Speaking to reporters in Southern Mississippi on Monday, Trump tried to play down the “public hanging” remark that created so much of the firestorm that engulfed Hyde-Smith’s campaign.

“Really it was something that was sad and it was a little flip,” the president said after a round table on criminal justice legislation in Gulfport. “She called me, she said, ‘I said something that I meant exactly very different,’ and I heard an apology loud and clear.”

Democratic and Republican officials believed that Trump’s visit would stir up supporters of both candidates, edging up Tuesday’s turnout after a first round of voting in which Espy won 40.6 percent, and Hyde-Smith took 41.5 percent.

At a glance, the memory and mathematics of Mississippi politics appeared to favor Hyde-Smith in a runoff: Republicans had won Senate races uninterrupted since the 1980s, and the party has won the past four campaigns for the Greek Revival governor’s mansion on East Capitol Street in Jackson.
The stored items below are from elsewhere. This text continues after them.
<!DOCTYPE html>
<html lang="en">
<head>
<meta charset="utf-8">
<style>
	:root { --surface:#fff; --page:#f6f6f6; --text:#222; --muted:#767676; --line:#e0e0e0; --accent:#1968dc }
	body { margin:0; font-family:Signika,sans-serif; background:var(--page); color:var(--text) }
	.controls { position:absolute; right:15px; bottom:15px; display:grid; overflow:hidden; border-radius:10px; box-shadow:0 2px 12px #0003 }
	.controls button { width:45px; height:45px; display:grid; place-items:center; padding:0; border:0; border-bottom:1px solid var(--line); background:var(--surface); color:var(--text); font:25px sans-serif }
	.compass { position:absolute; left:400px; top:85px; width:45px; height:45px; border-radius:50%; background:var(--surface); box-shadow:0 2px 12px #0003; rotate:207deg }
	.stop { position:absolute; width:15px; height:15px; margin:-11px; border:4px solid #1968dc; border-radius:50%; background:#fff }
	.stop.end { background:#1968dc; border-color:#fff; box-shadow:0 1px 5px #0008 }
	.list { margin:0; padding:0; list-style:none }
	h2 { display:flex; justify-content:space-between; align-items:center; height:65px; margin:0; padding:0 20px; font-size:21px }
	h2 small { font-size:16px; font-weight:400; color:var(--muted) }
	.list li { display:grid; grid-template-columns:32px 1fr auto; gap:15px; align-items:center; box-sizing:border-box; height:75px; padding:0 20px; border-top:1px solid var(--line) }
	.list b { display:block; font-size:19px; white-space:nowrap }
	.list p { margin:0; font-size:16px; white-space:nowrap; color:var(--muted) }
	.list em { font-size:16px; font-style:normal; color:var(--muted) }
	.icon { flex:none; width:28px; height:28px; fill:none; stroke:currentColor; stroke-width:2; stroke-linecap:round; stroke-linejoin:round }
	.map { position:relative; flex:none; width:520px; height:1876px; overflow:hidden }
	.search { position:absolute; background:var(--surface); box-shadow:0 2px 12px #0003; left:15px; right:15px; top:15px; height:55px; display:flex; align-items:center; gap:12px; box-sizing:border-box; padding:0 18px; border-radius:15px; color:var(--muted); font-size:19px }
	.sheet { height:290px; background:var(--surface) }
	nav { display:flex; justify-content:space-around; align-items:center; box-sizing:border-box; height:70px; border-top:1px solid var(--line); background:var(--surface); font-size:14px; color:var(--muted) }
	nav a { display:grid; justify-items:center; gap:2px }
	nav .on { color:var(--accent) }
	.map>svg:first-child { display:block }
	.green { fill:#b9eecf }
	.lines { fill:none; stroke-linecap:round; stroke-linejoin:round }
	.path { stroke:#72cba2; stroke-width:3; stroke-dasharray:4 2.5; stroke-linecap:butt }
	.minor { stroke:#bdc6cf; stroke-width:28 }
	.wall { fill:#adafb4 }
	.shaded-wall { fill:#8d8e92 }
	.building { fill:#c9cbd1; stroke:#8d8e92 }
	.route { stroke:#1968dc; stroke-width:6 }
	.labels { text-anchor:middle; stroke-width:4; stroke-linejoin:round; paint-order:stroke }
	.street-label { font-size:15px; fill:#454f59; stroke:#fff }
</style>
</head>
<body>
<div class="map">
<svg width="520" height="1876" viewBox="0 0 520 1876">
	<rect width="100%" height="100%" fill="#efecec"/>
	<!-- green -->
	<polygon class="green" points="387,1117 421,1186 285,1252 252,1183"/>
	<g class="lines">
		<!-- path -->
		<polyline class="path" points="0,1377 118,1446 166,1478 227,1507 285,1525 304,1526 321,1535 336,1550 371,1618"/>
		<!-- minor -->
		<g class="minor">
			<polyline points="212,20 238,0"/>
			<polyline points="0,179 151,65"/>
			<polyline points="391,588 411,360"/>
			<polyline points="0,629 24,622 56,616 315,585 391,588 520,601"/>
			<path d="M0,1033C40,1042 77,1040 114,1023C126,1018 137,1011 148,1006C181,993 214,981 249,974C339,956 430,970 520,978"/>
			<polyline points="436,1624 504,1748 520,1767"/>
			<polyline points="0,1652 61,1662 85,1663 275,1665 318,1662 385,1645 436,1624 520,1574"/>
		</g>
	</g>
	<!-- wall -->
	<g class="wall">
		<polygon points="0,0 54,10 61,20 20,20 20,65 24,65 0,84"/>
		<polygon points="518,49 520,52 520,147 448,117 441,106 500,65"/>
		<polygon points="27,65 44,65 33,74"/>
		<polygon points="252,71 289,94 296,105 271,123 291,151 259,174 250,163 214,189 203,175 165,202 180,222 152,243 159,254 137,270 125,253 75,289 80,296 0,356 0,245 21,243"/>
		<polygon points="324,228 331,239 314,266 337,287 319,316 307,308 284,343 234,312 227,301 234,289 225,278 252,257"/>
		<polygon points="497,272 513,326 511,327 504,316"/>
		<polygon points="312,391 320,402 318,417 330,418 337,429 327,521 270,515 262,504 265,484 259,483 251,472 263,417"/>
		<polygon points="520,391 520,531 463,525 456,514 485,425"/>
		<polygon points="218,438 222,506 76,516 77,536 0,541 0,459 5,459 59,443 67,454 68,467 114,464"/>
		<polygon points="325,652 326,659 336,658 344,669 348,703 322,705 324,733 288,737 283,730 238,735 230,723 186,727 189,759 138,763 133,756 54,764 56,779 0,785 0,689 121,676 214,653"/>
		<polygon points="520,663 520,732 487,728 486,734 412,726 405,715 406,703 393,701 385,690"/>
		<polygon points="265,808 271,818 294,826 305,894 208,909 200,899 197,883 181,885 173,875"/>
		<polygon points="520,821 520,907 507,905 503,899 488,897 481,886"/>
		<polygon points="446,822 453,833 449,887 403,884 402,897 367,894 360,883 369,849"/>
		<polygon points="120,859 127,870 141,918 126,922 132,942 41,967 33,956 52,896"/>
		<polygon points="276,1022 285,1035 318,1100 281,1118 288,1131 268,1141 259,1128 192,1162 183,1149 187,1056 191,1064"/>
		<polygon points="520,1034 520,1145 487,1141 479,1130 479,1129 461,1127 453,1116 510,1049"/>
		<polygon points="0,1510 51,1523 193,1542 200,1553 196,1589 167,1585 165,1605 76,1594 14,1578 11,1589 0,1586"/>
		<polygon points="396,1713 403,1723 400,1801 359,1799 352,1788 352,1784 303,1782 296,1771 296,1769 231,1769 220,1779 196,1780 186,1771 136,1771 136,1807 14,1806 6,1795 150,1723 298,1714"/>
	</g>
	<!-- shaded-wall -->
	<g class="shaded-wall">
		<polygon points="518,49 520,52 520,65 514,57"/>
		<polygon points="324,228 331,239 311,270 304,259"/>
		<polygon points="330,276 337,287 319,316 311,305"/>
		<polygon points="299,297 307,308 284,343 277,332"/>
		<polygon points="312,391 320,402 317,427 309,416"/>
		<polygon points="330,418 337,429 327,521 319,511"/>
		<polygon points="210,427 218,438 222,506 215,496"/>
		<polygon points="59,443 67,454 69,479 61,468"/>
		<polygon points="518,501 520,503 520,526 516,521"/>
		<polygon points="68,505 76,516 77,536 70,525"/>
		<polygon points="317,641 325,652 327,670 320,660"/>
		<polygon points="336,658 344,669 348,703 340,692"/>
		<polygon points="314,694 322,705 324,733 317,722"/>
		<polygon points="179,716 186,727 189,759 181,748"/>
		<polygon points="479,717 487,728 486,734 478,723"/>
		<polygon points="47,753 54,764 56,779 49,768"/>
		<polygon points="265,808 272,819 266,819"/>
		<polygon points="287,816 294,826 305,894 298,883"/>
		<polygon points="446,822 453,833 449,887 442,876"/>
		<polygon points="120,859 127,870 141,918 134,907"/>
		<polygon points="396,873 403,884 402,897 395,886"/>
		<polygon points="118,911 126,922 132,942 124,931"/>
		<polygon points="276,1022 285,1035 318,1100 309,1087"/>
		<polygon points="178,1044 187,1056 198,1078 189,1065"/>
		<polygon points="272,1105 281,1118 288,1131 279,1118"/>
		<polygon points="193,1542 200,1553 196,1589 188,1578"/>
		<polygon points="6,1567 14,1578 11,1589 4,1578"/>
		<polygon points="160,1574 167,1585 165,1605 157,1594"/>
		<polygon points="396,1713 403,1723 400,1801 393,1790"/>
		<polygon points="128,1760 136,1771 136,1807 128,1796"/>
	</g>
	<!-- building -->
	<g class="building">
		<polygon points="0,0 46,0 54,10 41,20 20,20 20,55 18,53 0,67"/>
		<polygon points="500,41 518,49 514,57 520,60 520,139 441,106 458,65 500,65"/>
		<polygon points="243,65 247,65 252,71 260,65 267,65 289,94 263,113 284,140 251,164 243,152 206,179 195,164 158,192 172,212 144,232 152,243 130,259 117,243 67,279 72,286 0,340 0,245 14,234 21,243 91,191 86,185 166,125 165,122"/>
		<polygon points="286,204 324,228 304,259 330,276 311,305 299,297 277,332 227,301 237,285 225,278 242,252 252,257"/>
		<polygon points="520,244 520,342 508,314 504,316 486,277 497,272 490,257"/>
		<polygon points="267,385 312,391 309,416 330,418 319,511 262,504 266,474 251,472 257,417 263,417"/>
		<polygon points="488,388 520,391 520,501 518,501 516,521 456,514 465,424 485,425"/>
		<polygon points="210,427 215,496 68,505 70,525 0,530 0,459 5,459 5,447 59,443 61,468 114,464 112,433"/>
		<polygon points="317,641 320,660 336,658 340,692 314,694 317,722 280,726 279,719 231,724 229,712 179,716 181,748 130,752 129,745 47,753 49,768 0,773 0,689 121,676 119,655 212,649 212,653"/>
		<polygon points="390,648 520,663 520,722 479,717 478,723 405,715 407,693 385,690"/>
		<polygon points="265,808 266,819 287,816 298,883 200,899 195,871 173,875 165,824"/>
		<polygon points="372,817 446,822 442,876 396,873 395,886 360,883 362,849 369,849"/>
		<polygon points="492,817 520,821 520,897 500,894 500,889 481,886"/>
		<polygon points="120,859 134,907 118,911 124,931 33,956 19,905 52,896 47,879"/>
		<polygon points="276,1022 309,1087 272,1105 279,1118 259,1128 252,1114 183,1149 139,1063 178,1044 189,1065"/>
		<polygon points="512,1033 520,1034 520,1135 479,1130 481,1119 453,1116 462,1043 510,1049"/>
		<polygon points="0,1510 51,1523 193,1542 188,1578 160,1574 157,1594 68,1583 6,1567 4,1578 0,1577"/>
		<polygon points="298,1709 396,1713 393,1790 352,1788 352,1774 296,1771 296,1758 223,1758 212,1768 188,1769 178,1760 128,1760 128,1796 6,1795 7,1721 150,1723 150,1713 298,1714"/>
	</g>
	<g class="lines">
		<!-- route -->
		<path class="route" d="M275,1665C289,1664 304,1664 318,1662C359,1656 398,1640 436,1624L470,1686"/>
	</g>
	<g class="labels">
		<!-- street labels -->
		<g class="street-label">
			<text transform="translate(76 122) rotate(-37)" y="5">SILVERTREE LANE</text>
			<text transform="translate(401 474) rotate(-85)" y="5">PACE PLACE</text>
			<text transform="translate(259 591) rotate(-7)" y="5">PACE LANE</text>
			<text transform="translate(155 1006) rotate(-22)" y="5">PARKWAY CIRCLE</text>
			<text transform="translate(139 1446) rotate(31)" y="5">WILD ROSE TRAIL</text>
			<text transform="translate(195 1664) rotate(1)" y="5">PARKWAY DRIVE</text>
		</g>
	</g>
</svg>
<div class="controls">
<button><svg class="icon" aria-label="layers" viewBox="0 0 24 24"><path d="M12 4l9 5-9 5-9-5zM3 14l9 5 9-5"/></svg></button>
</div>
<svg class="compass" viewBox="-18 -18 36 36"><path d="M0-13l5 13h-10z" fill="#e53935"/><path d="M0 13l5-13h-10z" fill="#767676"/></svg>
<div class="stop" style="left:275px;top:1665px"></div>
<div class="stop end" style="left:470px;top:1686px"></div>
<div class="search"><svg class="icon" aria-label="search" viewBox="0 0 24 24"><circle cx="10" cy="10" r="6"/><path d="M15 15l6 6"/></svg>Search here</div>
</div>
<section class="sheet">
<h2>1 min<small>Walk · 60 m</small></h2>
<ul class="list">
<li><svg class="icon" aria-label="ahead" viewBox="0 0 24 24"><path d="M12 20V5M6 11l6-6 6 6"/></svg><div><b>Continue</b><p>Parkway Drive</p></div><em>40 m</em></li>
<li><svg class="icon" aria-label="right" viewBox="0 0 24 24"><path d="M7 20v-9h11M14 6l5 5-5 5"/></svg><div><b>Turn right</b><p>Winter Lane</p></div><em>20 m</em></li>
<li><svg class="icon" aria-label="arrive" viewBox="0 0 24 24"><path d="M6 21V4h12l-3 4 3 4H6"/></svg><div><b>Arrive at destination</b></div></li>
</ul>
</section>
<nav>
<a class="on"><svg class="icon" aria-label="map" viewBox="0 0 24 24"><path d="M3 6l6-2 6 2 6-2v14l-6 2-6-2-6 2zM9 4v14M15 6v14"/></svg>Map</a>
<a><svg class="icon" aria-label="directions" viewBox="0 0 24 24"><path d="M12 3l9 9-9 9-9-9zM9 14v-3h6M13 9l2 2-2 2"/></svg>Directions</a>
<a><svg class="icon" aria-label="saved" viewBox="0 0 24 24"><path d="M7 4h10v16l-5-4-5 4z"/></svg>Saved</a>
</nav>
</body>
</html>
And in Mississippi, which has the nation’s highest proportion of black residents but where about 60 percent of the voting-age population is white, political lines are often drawn in parallel to racial ones.
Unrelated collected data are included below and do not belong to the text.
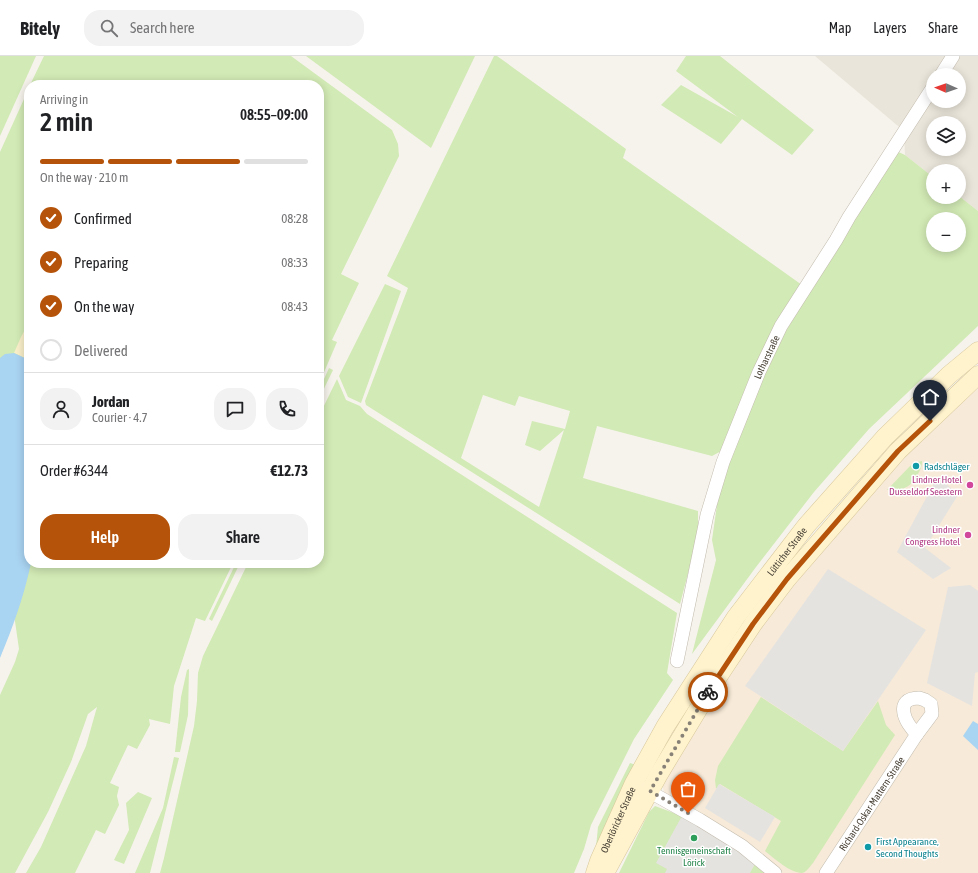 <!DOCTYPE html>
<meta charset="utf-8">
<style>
:root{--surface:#fff;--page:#f2f2f2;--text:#202124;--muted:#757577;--line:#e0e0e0;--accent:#b45309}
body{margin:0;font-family:"Asap Condensed",sans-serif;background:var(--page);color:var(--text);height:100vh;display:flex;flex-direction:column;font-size:15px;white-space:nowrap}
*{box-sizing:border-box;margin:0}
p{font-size:13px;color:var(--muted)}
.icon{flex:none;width:22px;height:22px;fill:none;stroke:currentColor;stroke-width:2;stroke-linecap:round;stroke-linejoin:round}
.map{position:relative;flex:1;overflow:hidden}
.side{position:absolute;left:24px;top:24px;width:300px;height:488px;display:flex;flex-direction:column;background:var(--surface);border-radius:16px;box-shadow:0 2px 10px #0003}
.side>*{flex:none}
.needle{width:26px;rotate:272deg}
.controls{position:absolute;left:926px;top:12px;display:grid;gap:8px}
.controls a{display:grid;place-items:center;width:40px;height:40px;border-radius:50%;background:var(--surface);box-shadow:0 2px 10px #0003;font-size:20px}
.pin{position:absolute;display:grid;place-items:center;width:34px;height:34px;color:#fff;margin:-41px -17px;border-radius:50% 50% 50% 0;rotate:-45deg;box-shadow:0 0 4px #0007}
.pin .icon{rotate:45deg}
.courier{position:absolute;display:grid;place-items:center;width:40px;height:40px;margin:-20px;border:3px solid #b45309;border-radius:50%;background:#fff;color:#222;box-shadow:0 1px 5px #0007}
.headline em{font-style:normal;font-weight:600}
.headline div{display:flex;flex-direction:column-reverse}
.headline{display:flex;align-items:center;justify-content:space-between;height:68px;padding:0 16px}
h1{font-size:26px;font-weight:600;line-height:30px}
.bar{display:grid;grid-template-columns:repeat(4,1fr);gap:6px 4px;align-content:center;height:48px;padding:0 16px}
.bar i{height:5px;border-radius:3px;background:var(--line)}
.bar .active{background:var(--accent)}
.bar p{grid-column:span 4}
.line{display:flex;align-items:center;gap:10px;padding:0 16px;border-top:1px solid var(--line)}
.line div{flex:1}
.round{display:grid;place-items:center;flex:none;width:42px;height:42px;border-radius:16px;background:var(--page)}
ol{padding:0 16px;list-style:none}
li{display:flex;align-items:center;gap:12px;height:44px}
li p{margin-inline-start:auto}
li .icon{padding:4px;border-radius:50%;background:var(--accent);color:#fff;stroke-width:4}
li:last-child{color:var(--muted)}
li i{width:22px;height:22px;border:2px solid var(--line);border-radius:50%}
.button{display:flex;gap:8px;margin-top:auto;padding:8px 16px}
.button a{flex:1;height:46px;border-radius:16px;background:var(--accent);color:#fff;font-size:16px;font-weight:600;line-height:46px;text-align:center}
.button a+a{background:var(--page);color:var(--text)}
header{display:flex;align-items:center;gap:24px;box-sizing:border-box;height:56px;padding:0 20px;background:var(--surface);border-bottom:1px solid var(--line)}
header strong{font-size:19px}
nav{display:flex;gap:22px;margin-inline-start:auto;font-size:14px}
.search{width:280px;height:36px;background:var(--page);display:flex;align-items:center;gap:10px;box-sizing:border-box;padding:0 14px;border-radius:16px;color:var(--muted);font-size:15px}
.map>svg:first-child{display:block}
.residential{fill:#eae5da;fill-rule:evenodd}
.commercial{fill:#f7ead8}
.green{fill:#d2eab5;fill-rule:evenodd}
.sand{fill:#f9efc9}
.parking{fill:#e5e3e0}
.water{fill:#a9d4f2}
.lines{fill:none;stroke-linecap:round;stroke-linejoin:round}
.minor-casing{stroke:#c2bbae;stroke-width:14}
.secondary-casing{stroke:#d6c79b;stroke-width:19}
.minor{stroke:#fff;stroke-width:13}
.secondary{stroke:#fff3cd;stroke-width:18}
.done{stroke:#878178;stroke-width:4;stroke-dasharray:0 7.2}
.route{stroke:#b45309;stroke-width:5}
.culture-dot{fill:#0f9aa8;stroke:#fff;stroke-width:1.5}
.hotel-dot{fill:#d1479c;stroke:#fff;stroke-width:1.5}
.leisure-dot{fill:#2e9e5b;stroke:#fff;stroke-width:1.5}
.labels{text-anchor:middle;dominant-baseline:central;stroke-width:3;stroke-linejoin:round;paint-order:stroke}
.street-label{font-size:10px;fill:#4b4439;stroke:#fff}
.culture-label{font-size:10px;fill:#0d838f;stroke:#fff;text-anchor:start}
.hotel-label{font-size:10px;fill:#b23c85;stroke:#fff;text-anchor:end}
.leisure-label{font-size:10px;fill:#27864d;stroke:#fff}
</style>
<header>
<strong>Bitely</strong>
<div class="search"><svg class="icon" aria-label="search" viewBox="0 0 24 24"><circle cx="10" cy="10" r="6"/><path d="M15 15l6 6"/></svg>Search here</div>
<nav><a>Map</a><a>Layers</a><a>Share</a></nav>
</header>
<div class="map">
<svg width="978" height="817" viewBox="0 0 978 817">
<rect width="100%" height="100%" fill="#f6f3ec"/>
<path class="residential" d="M815 0H978V155L959 140V115H933V121L905 99 904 75ZM933 19H959V45H933ZM933 67H959V93H933Z"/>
<polygon class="commercial" points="978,326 978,817 777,817 666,741 660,723 789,527 861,443"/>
<g class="green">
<polygon points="0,0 36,0 0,80"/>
<polygon points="44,0 291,0 392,74 398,88 399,100 341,218 359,227 332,284 337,286 319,328 319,29 30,29"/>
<polygon points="306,0 475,0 431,92"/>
<path d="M494 0H497L626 93 623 102 802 229 725 393 712 400 597 370 583 422 698 455V479L680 548 366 349 365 345 408 232 387 220ZM483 339 515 350 519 340 570 355 565 373 532 365 525 389 540 395 564 374 539 451 461 402Z"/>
<polygon points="686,0 720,0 814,74 792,99 742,63 721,88 661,49 681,29 738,61 676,15"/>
<polygon points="29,32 29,507 233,507 205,565 196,562 174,630 170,668 149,663 150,669 137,693 128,689 110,727 119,731 117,740 119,749 105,778 96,774 75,817 26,817 41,791 86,690 97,651 88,658 71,706 48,756 15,817 0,817 0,639 15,606 19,593 0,461 0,96"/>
<path d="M894 94 905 99 933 121V141L959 140 978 155V270L869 373 814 436 756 511 692 598 716 504 712 484 722 414 761 317ZM933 163H959V189H933Z"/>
<polygon points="385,228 401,235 361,347 348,341 339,320"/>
<polygon points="329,312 333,314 319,343 319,334"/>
<polygon points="337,323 346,344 360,350 367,358 677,557 667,617 673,624 634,683 591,769 584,793 574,817 160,817 164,802 194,670 197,645 198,617 203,600 248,507 319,507 319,360"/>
<path d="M922 405C922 411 920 414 917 420 909 433 902 434 887 434L913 407Z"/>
<polygon points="236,507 240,507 212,565 209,563"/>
<polygon points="189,613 188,659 180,696 175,696 181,641 187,614"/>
<path d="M761 641 843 695 878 645 886 669 895 679 813 807C810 810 807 816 802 817 790 817 774 802 765 795L781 765 720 728 716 733 715 724 718 710Z"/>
<polygon points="174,701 179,702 150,817 135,817 163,752"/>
<polygon points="630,707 636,709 589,817 586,817 596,791 598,771"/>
<polygon points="138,736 152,742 124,808 114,804 129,774 126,747"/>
<polygon points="655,750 682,760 739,796 766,817 619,817 649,756"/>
</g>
<polygon class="sand" points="29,266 29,304 14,297 21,281"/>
<g class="parking">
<polygon points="938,420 958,439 925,492 951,512 933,523 897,496"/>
<polygon points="828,513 926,574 843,695 745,630"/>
<polygon points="970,529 978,535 978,616 975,617 972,650 927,627 948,531"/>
<polygon points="719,728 775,761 760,786 705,752"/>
<polygon points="682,760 739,796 755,808 750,817 665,817 667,813 656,807"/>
</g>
<g class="water">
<path d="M14 297 29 304V507H31C24 540 13 571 0 602V302L5 298Z"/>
<polygon points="973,665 978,668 978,694 963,680"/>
</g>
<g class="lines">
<g class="minor-casing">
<g id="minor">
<polyline points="941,19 953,0"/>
<path id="s1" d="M677 605 707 459 723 406 759 316 781 270 836 184 849 161 933 31"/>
<path d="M919 642 925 644 931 648 932 658 917 678C905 668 893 642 919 642Z"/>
<polyline points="643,732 700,764 742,790 775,817"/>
<path id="s2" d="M826 817 917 678"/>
</g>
</g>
<g class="secondary-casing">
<g id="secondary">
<path id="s3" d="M595 817 599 805 634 727 665 671 736 561 806 470 885 381 949 319 978 295"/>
<polyline points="605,817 659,718 714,627 753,568 787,523 898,395 978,319"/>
</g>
</g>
<use href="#minor" class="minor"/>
<use href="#secondary" class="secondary"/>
</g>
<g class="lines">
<polyline class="done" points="688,757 650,735 708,636"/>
<polyline class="route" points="708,636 753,568 787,523 898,395 930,365"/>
</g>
<g class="culture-dot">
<circle cx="916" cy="410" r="4"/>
<circle cx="868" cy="791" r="4"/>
</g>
<g class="hotel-dot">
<circle cx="970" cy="429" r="4"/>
<circle cx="968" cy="479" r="4"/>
</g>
<circle class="leisure-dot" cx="694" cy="782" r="4"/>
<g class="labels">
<g class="street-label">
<text stroke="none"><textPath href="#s1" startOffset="318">Lotharstraße</textPath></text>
<text stroke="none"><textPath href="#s3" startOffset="376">Lütticher Straße</textPath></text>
<text stroke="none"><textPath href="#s2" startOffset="83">Richard-Oskar-Mattern-Straße</textPath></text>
<text stroke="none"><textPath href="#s3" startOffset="58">Oberlöricker Straße</textPath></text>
</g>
<g class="culture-label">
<text x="924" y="410">Radschläger</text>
<text x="876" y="785">First Appearance,<tspan x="876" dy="12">Second Thoughts</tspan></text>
</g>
<g class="hotel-label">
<text x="962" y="423">Lindner Hotel<tspan x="962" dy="12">Dusseldorf Seestern</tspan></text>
<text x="960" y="473">Lindner<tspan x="960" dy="12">Congress Hotel</tspan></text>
</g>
<g class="leisure-label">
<text x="694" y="794">Tennisgemeinschaft<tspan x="694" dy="12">Lörick</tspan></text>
</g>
</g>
</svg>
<div class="controls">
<a><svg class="needle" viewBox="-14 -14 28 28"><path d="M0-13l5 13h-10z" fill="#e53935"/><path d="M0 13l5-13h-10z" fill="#757577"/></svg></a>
<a><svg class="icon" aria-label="layers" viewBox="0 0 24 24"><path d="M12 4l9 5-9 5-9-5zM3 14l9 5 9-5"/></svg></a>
<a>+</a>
<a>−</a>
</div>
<div class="pin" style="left:688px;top:757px;background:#ea580c"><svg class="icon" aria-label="bag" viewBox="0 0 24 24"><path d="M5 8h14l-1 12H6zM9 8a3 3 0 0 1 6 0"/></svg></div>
<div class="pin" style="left:930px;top:365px;background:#1f2937"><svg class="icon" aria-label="home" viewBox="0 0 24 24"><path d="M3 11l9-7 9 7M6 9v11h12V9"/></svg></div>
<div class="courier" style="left:708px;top:636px"><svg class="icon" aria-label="bike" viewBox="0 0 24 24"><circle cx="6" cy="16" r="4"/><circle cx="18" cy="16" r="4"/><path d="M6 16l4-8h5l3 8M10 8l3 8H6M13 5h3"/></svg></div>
<section class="side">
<div class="headline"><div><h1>2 min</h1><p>Arriving in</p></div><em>08:55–09:00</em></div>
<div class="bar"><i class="active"></i><i class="active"></i><i class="active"></i><i></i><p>On the way · 210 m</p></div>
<ol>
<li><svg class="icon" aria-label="check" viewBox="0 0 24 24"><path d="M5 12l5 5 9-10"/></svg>Confirmed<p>08:28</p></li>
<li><svg class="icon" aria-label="check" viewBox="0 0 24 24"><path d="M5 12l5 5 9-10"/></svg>Preparing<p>08:33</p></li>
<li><svg class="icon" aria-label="check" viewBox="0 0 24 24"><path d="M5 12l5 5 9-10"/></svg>On the way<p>08:43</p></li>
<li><i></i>Delivered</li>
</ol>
<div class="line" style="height:72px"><a class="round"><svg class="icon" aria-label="person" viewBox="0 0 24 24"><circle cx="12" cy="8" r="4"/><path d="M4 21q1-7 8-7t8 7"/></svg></a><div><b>Jordan</b><p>Courier · 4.7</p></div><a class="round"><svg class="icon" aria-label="chat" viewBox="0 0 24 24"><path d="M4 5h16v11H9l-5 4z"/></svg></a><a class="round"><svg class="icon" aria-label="phone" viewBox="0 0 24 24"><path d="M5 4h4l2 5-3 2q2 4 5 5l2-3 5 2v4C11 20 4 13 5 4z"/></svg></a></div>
<div class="line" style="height:52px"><div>Order #6344</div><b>€12.73</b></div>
<div class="button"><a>Help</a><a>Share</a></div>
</section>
</div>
Espy needed a substantial turnout among black Mississippians, who made up more than a third of the voting-age population and historically sided with Democratic candidates. But Democrats also recognized that Espy needed to win about a quarter of the white vote; to that end, some of his advertisements evoked Mississippi’s long-running frustration with how it is regarded across the country.

But few people believed that Mississippi had many undecided voters in the campaign’s final days. The closing pitches from the candidates showcased the dueling approaches to the race.

At a church in Jackson on Monday night, Espy mixed outreach to black voters with a message he hoped would appeal to disaffected centrists, eschewing sharp partisan oratory while urging supporters to spend Tuesday “marching to the polls like it’s a holiday.”

And in Tupelo, with Trump at her side, Hyde-Smith eagerly wagered once more that an appeal to the right was the surest path toward political survival in Mississippi.

“I will stand for your conservative values,” she said, “and that’s what’s on the ballot.”